[[ Information given open ]]
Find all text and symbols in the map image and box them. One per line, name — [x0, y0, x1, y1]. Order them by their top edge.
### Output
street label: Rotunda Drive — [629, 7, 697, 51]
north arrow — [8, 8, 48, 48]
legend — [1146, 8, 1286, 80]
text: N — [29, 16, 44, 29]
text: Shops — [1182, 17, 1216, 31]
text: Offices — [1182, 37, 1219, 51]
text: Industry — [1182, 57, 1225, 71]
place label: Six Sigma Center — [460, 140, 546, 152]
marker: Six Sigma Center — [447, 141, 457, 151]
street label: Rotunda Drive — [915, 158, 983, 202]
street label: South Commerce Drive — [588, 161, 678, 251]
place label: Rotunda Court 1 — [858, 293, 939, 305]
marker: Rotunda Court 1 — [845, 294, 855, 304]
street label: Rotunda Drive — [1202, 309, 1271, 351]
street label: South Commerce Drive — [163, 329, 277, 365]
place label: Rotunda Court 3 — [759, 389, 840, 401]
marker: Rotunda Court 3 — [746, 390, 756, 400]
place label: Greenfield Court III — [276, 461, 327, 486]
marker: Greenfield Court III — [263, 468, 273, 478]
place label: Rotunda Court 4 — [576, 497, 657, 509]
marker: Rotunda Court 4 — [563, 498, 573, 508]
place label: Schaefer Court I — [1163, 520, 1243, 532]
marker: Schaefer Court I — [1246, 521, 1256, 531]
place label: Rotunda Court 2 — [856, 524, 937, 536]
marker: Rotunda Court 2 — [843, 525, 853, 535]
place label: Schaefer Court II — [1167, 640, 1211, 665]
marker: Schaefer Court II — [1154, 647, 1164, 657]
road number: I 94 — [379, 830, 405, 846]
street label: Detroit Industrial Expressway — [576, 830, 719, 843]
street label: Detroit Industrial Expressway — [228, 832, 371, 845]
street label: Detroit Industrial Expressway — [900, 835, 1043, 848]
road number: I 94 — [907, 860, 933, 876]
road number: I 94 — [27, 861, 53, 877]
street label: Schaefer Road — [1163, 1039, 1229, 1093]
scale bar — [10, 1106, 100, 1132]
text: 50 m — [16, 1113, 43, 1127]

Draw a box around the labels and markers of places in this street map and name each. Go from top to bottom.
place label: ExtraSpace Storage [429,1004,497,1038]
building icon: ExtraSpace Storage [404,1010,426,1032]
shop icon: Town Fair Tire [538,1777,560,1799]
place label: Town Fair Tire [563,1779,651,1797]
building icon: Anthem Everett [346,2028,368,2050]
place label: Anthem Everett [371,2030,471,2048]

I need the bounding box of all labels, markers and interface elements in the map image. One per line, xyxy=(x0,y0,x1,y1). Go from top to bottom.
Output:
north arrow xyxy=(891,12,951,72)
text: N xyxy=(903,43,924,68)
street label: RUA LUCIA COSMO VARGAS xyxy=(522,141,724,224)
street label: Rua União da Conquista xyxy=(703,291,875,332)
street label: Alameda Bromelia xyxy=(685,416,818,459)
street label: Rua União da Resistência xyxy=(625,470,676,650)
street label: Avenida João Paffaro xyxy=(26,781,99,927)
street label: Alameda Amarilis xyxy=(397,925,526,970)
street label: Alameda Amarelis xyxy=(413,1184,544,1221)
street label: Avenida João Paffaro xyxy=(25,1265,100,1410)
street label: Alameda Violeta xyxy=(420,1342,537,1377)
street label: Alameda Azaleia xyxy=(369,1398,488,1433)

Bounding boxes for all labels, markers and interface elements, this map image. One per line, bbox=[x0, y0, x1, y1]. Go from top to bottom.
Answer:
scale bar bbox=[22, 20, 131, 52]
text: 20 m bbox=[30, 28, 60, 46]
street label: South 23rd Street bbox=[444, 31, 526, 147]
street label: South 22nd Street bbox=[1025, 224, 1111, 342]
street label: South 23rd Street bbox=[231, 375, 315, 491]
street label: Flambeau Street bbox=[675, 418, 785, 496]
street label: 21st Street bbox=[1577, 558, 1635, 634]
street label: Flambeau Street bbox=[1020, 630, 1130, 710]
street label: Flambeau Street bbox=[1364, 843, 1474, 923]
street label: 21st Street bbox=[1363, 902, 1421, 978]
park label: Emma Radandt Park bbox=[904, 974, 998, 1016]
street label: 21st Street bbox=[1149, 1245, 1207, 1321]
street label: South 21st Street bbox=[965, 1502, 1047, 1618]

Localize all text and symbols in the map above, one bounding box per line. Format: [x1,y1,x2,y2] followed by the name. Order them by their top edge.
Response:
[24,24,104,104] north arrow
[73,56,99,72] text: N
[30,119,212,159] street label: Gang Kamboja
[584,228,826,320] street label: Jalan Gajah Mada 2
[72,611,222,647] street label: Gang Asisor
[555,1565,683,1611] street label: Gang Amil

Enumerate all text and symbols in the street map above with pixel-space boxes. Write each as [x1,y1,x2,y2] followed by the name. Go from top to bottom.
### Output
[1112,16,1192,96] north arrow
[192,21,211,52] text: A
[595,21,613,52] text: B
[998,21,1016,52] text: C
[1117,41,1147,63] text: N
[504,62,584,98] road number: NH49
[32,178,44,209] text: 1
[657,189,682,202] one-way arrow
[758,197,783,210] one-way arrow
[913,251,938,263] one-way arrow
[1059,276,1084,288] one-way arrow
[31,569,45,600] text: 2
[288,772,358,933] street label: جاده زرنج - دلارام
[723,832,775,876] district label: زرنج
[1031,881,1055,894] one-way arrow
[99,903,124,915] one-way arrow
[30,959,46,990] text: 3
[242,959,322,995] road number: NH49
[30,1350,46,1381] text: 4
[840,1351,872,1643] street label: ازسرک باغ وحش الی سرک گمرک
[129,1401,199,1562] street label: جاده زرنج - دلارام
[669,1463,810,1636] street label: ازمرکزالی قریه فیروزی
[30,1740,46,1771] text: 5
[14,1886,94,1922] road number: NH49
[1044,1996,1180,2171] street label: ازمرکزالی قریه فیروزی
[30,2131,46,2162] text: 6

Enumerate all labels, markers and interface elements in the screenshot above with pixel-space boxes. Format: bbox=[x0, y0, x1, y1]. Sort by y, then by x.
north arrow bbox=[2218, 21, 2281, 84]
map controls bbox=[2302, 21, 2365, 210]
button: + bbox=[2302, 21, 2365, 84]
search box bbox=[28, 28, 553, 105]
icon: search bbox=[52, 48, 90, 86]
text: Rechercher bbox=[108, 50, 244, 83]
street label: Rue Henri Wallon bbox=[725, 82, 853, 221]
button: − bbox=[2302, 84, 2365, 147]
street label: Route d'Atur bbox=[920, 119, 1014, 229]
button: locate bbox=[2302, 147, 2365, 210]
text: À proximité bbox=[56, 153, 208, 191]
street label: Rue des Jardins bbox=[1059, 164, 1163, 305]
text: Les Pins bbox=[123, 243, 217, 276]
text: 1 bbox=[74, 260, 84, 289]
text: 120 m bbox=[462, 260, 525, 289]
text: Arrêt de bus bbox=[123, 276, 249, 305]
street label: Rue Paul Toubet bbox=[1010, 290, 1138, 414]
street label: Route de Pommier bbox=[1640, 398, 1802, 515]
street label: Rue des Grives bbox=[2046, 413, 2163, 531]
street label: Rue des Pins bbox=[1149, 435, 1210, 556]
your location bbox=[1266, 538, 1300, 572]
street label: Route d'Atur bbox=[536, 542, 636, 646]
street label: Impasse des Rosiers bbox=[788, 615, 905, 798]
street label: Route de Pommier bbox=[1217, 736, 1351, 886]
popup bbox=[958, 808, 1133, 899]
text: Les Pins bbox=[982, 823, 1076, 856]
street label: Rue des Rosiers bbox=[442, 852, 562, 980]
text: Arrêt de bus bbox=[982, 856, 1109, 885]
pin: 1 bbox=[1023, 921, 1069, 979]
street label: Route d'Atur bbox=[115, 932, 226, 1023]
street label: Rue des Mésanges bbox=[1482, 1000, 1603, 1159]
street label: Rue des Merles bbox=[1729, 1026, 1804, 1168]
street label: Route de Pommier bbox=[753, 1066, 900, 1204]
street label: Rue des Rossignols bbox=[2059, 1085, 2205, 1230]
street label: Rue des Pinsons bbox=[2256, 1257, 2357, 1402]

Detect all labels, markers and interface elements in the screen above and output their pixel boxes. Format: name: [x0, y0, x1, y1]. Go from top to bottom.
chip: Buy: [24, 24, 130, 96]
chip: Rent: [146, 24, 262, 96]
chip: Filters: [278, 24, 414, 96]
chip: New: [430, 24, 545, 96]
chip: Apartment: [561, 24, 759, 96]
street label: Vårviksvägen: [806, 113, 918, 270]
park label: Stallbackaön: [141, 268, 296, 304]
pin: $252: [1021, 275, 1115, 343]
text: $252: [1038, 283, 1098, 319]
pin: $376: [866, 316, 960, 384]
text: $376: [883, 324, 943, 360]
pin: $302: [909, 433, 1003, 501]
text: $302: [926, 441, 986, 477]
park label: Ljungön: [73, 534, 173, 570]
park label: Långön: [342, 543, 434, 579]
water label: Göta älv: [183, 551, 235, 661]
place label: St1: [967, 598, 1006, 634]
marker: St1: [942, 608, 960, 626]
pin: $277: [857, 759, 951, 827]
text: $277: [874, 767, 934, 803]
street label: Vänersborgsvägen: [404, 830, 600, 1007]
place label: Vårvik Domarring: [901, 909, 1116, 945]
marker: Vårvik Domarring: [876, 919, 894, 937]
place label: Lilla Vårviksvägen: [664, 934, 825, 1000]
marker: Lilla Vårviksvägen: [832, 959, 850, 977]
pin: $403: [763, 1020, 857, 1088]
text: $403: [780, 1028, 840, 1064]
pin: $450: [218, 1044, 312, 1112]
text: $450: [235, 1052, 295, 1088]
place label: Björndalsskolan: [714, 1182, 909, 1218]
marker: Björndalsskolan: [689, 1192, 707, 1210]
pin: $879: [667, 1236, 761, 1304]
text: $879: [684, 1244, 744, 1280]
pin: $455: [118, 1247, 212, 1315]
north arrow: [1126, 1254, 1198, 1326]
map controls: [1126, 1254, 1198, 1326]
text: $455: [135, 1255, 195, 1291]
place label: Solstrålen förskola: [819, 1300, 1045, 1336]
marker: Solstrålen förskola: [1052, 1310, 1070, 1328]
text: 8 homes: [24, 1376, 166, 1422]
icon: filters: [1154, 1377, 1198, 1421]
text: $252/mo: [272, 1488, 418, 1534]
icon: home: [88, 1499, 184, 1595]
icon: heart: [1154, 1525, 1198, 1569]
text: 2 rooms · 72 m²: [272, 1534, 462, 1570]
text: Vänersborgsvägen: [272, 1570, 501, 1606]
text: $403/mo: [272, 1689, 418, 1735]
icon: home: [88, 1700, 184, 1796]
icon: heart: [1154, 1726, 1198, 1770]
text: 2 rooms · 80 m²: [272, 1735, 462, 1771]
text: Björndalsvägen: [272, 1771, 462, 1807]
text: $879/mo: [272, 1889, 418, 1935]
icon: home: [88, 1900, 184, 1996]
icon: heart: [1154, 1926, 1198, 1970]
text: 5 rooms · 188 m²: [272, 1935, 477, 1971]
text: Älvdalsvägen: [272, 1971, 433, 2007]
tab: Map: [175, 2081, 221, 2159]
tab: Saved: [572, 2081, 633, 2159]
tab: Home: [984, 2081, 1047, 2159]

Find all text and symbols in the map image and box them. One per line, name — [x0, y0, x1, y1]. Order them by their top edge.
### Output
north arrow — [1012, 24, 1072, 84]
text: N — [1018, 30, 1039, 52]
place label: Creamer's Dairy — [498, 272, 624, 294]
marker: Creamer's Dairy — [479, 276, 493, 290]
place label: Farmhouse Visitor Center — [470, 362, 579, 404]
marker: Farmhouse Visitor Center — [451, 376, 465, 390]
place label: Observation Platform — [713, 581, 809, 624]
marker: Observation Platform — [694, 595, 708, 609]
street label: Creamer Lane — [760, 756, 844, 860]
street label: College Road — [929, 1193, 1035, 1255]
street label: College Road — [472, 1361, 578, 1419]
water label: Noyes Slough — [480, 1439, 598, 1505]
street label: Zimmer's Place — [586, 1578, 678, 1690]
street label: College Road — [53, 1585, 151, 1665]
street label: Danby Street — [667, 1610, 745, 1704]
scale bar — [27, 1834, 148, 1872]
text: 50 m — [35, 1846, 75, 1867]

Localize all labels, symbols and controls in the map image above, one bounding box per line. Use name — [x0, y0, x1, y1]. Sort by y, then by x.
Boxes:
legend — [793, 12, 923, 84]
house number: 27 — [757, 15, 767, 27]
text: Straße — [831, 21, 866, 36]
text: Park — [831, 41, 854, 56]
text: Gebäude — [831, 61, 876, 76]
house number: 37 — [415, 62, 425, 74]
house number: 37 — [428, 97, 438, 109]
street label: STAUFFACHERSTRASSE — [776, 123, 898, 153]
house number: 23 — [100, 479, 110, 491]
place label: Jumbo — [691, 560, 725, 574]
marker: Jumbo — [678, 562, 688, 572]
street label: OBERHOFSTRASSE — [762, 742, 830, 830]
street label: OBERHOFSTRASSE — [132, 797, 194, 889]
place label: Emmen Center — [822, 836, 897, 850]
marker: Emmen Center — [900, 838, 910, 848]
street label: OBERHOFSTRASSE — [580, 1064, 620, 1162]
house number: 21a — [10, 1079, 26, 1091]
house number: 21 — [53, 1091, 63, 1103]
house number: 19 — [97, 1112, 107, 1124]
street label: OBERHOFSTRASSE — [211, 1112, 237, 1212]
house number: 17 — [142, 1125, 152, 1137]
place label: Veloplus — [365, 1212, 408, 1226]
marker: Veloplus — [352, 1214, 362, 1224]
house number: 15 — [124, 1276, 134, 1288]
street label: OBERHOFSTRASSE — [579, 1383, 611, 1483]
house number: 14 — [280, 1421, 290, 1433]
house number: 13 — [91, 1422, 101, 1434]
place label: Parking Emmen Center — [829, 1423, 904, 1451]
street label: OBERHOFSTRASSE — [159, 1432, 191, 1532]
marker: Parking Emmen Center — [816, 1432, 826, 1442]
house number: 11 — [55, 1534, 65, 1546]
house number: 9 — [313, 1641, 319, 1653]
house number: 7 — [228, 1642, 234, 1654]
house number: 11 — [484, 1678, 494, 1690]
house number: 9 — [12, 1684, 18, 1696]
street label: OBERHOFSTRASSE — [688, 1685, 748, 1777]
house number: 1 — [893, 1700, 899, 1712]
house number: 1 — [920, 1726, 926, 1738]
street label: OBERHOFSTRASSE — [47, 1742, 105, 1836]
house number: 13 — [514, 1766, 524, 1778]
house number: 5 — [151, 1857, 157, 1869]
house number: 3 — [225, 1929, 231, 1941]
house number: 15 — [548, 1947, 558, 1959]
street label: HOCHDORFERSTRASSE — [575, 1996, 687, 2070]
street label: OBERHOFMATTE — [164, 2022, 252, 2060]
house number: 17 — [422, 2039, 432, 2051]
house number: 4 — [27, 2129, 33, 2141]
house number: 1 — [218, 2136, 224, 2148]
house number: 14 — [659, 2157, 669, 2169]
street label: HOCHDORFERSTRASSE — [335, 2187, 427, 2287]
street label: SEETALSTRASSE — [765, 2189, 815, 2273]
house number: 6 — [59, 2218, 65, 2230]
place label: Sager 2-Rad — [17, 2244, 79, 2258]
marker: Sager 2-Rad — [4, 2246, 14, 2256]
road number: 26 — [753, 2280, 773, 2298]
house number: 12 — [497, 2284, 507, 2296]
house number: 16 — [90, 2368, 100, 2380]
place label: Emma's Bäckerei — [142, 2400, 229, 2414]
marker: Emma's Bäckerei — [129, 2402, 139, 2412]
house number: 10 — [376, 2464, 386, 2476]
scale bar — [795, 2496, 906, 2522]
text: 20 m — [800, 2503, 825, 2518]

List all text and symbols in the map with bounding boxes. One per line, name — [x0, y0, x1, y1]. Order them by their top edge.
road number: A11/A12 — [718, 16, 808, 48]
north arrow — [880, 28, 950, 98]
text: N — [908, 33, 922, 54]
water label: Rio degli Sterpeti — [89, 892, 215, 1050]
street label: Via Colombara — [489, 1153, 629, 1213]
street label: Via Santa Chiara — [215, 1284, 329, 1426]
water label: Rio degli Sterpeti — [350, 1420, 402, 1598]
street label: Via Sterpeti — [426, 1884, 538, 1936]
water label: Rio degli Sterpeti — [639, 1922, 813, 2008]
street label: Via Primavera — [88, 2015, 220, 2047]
[[ Information given closed ]]
Above are the entries. Quote exactly the lines from the one bearing "Localize all text" through the one bearing "Enumerate all text".

Localize all text and symbols in the map above, one bounding box per line. Format: [x1,y1,x2,y2] followed by the name. Order them by their top edge.
Response:
[24,24,104,104] north arrow
[73,56,99,72] text: N
[30,119,212,159] street label: Gang Kamboja
[584,228,826,320] street label: Jalan Gajah Mada 2
[72,611,222,647] street label: Gang Asisor
[555,1565,683,1611] street label: Gang Amil

Enumerate all text and symbols in the street map above with pixel-space boxes. Write each as [x1,y1,x2,y2] followed by the name. Go from top to bottom.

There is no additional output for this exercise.